*** GIVEN ENTRIES Section Begins ***
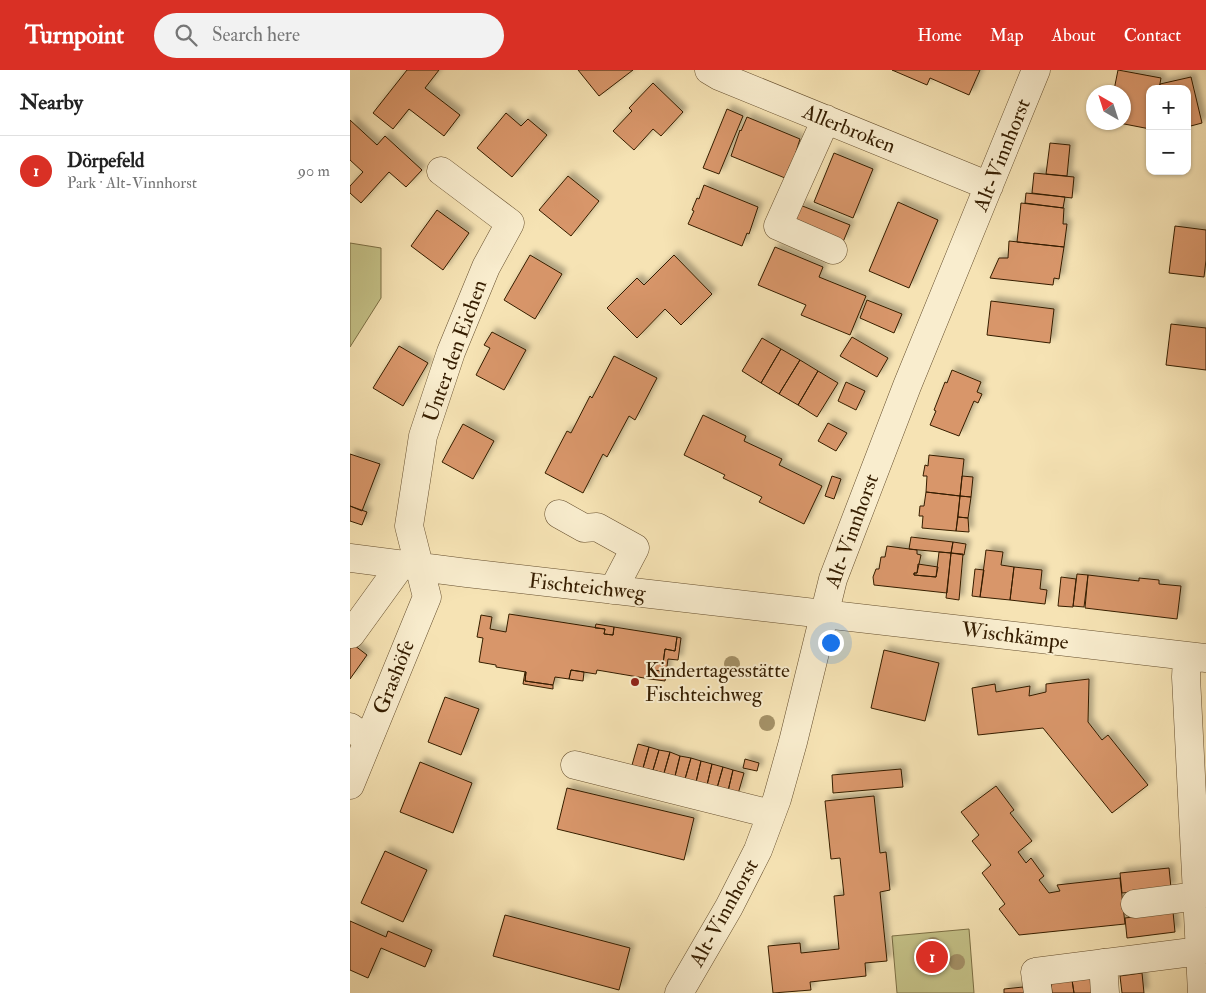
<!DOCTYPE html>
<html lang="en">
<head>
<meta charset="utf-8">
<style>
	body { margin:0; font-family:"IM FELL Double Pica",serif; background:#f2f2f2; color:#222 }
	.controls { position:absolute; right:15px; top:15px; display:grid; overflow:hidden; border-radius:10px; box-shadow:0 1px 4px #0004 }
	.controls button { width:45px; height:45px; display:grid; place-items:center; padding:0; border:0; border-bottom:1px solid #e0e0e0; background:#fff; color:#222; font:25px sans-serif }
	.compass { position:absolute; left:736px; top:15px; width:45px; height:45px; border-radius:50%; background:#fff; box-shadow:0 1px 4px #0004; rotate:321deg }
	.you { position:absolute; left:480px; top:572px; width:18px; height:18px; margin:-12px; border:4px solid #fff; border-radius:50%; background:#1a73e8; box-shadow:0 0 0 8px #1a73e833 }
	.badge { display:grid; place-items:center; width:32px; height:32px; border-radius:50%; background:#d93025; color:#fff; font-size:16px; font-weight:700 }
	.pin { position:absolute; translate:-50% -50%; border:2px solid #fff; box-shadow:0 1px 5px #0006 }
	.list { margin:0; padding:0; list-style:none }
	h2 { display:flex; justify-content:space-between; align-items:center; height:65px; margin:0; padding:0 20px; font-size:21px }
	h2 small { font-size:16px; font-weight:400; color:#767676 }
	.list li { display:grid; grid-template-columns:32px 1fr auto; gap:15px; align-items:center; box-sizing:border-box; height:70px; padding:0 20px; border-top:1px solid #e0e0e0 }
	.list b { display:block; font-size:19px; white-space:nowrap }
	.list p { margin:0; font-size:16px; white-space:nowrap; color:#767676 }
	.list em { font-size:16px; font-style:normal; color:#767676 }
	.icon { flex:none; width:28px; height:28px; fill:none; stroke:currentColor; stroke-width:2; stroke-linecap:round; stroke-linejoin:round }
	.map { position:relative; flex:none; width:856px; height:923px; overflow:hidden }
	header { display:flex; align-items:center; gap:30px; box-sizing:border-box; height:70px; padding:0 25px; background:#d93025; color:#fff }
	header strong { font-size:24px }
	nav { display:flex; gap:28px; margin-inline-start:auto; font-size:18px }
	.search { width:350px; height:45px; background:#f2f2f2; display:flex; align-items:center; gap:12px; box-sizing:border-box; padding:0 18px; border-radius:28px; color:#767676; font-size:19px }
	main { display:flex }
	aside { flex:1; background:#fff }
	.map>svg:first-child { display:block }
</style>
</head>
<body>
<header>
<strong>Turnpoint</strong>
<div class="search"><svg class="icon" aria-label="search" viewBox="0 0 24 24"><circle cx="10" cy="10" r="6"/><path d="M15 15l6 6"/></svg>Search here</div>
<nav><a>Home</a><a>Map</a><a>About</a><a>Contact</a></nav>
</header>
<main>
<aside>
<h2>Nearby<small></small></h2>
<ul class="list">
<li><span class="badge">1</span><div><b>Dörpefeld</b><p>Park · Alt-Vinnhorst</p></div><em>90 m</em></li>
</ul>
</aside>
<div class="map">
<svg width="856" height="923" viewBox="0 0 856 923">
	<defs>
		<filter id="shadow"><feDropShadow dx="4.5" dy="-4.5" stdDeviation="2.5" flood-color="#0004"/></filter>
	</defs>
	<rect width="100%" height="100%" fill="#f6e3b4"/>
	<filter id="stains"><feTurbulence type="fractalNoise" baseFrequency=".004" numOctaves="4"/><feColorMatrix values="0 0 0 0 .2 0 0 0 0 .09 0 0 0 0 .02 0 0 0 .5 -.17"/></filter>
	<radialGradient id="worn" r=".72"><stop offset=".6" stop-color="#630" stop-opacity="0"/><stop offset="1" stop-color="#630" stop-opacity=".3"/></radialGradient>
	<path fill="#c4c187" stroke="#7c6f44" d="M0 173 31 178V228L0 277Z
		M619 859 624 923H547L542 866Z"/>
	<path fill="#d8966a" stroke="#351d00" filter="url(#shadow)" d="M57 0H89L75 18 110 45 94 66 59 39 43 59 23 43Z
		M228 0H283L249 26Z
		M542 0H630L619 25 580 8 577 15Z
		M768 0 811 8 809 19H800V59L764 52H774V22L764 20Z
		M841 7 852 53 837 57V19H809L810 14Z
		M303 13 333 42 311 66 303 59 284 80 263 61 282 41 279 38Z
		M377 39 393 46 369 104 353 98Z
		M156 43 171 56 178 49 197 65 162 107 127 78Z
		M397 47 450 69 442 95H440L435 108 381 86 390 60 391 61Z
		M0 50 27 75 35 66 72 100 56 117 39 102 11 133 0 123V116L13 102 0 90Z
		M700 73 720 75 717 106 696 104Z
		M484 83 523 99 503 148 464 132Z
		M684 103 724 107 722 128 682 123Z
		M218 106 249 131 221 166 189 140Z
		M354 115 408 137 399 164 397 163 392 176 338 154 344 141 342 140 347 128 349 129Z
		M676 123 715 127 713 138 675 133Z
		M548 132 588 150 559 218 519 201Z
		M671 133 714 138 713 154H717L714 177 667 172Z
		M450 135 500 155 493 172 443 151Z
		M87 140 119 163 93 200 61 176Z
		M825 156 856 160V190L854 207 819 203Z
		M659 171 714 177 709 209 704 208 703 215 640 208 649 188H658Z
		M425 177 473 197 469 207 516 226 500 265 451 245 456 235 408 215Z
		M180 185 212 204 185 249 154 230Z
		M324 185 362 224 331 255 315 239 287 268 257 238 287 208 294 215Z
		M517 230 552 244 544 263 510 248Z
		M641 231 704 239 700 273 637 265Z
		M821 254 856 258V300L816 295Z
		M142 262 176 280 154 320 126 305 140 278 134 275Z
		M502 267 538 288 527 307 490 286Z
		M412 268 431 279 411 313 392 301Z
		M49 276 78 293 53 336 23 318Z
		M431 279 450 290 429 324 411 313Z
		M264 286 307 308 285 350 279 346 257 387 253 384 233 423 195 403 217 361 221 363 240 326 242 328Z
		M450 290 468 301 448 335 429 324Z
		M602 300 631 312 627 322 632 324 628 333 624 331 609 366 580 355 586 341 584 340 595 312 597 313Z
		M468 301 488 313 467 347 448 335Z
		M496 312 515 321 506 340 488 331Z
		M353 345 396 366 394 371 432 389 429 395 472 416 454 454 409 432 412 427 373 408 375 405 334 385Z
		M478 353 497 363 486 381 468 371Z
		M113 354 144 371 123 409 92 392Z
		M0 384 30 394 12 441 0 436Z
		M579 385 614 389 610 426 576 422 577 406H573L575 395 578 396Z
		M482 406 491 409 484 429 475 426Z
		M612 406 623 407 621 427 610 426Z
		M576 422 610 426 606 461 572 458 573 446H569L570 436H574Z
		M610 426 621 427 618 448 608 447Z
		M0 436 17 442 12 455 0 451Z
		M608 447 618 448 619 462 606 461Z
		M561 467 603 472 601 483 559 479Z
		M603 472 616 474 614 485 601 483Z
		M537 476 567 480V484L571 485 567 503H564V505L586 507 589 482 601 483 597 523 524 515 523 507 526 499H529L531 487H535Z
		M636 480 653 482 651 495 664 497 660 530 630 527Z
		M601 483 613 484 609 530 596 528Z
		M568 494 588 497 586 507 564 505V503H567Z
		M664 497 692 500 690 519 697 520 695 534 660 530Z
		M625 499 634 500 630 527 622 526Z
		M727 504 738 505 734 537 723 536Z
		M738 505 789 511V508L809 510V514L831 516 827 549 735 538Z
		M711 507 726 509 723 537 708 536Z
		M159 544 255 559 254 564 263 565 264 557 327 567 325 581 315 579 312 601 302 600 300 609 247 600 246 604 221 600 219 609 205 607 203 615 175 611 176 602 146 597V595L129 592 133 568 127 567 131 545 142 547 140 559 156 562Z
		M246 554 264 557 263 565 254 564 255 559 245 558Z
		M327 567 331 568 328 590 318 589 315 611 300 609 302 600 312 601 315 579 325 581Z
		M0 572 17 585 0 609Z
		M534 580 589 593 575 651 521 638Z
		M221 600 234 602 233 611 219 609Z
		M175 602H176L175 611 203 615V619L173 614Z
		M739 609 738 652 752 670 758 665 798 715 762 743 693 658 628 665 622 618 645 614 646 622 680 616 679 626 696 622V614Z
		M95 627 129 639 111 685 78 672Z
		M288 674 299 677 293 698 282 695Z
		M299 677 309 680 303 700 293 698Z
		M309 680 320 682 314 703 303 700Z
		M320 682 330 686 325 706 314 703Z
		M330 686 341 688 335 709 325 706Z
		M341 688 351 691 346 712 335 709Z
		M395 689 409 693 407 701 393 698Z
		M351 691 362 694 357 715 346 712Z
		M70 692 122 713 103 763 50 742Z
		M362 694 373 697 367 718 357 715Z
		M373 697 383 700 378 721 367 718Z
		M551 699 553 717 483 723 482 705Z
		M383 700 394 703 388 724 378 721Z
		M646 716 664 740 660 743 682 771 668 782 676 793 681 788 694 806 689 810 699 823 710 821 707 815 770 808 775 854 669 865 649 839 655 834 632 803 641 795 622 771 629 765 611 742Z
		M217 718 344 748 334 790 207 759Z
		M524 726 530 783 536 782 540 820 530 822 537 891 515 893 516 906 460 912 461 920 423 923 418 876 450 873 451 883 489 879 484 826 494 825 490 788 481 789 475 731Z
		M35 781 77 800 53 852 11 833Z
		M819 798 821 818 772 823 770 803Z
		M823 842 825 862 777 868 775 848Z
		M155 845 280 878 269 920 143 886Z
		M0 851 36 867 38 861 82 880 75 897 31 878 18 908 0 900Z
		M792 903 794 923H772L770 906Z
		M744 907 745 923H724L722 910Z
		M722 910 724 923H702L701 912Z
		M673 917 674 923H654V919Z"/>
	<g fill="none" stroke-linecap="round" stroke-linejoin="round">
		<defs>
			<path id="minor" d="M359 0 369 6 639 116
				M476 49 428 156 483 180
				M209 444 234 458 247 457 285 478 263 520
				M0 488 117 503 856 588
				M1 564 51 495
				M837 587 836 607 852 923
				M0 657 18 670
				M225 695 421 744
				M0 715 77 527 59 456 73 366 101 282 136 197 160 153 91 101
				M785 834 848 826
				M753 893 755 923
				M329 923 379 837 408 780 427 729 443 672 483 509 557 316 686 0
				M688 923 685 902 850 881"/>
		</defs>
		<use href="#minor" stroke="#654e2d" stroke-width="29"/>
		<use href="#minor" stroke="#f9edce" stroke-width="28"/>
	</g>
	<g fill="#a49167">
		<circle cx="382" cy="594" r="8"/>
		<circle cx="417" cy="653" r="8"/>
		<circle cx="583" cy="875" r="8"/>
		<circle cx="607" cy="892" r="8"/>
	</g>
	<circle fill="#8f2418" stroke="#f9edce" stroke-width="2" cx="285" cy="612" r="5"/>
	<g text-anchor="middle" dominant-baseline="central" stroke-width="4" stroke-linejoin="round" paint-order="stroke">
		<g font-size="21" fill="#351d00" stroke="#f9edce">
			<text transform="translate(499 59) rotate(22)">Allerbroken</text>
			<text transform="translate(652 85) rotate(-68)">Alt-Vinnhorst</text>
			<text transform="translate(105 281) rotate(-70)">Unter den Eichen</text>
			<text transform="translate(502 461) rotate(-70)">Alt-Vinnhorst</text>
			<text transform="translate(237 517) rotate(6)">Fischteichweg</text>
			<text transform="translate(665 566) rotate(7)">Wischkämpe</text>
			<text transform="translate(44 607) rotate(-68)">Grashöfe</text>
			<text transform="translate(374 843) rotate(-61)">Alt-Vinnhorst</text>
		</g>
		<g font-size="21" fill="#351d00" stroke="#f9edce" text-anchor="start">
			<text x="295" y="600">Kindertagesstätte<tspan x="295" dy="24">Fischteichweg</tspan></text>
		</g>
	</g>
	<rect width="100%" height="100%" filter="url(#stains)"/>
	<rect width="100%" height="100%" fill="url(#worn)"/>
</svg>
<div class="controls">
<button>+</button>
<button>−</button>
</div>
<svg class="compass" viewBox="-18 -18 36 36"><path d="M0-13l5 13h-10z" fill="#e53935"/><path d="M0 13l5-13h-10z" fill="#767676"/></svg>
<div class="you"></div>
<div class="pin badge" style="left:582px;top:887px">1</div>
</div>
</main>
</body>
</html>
*** GIVEN ENTRIES Section Ends ***
*** GIVEN ENTRIES Section Begins ***
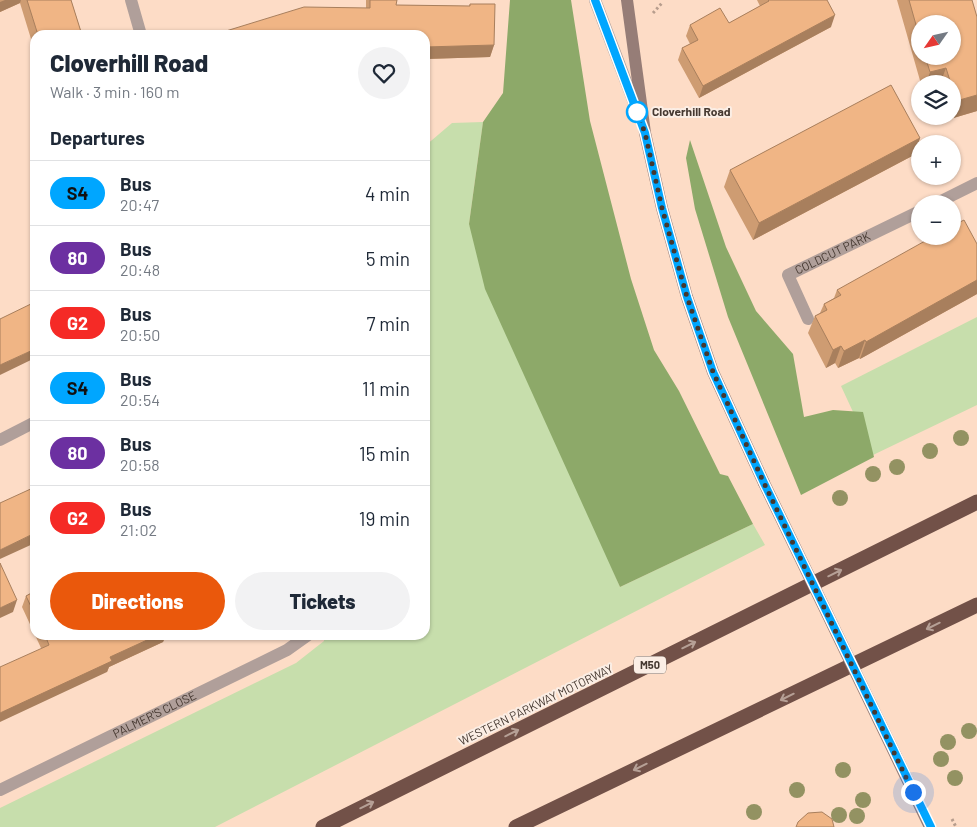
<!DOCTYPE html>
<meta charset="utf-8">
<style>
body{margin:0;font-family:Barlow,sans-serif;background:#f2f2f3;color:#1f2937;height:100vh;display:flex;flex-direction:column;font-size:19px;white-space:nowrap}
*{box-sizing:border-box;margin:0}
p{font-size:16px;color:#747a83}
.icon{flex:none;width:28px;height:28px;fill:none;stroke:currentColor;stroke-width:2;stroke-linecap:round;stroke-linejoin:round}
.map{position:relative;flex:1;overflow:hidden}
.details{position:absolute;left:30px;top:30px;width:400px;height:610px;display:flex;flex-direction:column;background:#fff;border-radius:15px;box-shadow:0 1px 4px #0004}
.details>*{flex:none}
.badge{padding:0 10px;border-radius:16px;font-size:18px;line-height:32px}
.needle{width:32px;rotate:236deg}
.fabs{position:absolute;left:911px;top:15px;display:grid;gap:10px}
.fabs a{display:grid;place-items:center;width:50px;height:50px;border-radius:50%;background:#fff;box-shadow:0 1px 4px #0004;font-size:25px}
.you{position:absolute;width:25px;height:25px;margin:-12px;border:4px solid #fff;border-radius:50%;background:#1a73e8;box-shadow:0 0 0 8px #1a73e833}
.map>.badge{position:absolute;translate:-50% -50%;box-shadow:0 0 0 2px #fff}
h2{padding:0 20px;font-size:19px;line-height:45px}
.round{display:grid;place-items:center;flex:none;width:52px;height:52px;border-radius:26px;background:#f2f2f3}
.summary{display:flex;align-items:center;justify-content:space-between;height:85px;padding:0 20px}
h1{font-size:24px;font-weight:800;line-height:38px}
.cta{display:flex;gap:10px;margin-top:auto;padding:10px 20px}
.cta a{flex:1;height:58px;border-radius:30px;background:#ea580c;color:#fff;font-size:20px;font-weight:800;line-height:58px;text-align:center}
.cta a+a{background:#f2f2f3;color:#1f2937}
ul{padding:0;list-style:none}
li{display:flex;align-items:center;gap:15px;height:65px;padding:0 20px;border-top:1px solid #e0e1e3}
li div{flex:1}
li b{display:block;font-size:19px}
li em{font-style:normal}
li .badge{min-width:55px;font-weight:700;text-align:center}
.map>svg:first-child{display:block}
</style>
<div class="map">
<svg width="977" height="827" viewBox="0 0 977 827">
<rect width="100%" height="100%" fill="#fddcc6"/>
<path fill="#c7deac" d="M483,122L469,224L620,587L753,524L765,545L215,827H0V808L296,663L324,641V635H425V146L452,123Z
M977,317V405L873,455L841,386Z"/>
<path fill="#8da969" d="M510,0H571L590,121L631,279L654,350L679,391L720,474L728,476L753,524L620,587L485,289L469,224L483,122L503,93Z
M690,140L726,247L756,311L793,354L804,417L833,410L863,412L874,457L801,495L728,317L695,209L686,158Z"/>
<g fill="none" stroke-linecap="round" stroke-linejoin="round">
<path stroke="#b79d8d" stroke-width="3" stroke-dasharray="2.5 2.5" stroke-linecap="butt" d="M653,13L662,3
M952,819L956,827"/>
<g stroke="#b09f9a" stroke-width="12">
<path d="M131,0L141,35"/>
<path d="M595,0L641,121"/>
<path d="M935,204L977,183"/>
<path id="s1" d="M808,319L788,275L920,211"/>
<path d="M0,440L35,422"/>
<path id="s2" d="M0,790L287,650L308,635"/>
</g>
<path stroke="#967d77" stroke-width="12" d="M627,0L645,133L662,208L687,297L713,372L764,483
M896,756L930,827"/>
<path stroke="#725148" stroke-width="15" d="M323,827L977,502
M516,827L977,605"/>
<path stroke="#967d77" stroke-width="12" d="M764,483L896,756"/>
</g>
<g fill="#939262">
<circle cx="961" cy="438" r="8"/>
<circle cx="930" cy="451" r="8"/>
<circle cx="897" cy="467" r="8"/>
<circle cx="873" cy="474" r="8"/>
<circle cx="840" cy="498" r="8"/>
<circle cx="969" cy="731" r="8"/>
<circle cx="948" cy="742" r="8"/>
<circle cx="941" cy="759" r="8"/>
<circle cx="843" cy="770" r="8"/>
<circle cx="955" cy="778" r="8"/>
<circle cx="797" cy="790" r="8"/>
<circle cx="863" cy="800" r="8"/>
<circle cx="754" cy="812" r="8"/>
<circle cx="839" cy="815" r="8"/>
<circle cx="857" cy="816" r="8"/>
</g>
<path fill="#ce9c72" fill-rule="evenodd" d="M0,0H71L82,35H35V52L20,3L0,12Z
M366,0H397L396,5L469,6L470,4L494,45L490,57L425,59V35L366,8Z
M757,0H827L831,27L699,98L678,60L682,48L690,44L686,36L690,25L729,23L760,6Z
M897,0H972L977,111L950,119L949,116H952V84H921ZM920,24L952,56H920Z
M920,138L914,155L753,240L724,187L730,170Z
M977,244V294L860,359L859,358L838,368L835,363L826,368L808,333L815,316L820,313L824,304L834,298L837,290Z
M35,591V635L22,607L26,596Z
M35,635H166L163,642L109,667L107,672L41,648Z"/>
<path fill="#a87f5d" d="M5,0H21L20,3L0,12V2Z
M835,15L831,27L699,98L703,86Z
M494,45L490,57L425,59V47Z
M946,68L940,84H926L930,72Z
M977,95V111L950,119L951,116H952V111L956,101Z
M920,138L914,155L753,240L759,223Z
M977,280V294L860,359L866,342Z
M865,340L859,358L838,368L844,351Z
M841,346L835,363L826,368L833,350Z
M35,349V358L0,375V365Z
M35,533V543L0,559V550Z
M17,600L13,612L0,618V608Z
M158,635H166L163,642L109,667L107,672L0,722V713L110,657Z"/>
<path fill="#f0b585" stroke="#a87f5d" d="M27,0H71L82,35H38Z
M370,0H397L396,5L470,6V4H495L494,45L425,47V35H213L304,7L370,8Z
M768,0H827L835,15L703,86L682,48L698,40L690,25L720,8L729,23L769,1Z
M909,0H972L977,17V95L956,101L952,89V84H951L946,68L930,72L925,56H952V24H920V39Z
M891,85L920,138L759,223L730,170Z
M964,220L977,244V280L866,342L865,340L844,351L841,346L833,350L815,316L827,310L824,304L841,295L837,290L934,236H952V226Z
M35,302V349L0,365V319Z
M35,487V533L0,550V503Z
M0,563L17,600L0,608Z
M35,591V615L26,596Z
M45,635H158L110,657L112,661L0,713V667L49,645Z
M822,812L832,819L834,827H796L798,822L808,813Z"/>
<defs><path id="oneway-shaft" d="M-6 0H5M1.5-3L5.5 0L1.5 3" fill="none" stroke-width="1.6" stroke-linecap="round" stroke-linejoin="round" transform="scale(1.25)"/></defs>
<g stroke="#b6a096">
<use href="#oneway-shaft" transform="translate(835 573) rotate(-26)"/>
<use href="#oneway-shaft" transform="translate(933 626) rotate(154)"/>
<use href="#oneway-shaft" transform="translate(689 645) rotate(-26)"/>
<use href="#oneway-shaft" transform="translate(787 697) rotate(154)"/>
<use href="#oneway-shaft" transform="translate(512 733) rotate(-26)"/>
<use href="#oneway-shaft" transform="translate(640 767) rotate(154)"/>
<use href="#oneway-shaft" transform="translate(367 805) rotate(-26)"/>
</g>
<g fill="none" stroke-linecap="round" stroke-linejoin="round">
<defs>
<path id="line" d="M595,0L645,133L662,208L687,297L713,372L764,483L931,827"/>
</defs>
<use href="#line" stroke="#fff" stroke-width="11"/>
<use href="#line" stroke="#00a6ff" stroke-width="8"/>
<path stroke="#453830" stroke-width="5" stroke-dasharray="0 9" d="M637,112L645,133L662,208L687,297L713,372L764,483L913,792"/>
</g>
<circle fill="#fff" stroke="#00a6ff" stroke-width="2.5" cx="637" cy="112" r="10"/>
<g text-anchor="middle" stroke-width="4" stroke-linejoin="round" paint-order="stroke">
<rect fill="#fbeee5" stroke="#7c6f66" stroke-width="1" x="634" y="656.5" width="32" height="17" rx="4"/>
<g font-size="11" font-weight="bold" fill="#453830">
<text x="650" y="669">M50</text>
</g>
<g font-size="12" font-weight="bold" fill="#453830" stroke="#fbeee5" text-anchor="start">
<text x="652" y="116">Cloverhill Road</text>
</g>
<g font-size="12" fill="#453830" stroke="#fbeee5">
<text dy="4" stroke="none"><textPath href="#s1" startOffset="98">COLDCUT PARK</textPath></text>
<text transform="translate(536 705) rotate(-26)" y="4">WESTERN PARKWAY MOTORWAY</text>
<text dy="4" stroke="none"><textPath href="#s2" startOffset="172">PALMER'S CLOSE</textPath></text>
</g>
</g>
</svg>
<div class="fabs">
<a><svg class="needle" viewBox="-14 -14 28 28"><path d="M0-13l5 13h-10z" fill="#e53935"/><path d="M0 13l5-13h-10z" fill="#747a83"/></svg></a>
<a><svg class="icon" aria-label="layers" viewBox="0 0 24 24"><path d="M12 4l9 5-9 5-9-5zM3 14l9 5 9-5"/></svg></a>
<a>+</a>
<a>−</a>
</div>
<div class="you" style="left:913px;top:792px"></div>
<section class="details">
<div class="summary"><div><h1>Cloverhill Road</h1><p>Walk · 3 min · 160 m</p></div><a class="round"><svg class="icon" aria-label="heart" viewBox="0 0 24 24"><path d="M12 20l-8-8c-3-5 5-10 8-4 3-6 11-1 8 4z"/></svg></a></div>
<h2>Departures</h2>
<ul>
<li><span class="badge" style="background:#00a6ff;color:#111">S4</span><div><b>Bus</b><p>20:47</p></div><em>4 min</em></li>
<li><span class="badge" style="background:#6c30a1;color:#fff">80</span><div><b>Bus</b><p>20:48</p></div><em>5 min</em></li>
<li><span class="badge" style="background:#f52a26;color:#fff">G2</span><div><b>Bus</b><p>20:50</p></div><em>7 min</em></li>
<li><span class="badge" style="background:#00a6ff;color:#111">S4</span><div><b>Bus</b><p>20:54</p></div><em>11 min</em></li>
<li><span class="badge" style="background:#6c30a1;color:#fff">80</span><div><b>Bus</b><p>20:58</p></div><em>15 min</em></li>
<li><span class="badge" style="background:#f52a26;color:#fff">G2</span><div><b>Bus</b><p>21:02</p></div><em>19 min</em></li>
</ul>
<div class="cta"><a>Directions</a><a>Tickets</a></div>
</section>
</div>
*** GIVEN ENTRIES Section Ends ***
◆ PROBLEM DETAILS
All of the lines above that carry the string "bold" need to be found and copied.

◆ ANSWER AREA
<g font-size="11" font-weight="bold" fill="#453830">
<g font-size="12" font-weight="bold" fill="#453830" stroke="#fbeee5" text-anchor="start">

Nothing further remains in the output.